LMDB is a fast and lightweight transactional key-value store. Internally, it uses B+ tree, copy-on-write semantics, and multiversion concurrency control to achieve high performance and scalability. LMDB supports multi-threading and has great performance for read operations. It allows multiple readers at the time, and a single writer. However, the writer does not block any reader, making it an ideal candidate for storing data in a high-available database or search engine.

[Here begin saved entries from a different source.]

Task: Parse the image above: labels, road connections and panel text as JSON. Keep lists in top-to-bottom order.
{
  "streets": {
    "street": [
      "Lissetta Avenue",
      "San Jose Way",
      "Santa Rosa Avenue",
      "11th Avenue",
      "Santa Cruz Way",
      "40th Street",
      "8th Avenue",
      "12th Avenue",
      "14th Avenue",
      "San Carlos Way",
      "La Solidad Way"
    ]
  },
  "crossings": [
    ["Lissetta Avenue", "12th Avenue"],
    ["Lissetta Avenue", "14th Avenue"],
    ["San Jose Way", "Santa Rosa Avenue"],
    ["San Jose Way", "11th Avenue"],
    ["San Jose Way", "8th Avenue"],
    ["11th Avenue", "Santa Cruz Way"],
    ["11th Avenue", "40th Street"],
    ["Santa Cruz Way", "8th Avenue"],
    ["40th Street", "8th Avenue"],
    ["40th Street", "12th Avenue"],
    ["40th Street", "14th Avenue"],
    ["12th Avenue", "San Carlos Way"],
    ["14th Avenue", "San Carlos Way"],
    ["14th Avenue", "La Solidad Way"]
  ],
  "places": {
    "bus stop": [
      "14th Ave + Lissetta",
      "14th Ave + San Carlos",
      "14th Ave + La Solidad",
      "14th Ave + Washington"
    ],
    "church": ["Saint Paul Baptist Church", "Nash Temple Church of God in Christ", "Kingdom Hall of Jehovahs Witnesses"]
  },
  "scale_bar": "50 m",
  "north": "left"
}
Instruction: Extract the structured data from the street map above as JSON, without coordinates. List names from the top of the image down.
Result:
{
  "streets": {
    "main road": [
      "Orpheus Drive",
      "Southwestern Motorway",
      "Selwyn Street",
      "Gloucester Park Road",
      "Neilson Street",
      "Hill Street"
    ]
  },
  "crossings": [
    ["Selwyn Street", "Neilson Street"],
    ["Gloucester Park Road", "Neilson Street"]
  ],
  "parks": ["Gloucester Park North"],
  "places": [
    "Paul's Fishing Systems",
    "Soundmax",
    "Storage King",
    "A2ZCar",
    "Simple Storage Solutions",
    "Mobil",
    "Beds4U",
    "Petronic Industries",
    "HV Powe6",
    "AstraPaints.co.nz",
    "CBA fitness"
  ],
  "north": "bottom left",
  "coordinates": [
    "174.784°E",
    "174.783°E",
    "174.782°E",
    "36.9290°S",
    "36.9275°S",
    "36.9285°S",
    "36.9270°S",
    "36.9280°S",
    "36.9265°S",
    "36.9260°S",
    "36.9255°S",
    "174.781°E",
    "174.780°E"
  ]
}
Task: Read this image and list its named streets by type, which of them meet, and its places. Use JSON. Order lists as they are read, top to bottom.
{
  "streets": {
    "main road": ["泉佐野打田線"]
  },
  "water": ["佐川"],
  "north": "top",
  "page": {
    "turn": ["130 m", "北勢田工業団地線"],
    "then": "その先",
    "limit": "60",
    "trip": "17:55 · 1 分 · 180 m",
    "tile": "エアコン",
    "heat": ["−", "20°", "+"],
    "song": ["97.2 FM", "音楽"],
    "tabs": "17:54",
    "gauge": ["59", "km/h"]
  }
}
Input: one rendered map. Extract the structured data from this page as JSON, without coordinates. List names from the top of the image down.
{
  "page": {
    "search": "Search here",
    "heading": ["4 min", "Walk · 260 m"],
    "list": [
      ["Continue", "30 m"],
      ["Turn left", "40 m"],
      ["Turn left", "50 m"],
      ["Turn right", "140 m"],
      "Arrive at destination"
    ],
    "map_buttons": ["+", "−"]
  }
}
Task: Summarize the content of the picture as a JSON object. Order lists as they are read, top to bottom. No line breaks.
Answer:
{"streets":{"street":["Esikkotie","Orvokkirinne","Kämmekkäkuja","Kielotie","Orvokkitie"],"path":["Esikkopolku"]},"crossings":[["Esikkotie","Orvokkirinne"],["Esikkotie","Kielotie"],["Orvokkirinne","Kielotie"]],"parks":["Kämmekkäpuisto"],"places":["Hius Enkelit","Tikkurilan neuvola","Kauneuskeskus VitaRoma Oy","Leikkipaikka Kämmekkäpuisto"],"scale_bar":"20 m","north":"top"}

LMDB is overall a great candidate for the storage layer. Also, thanks to heed, a library built by meilisearch, we have great support for Rust 🦀 and it supports serde-compatible types.

Setup

The README of heed is a great place to get started. We can start building an EntityStorage instance, which contains all the logic related to the storage layer of our database. As we want to have separate entities stored in our database, each entity is stored in a separate entry.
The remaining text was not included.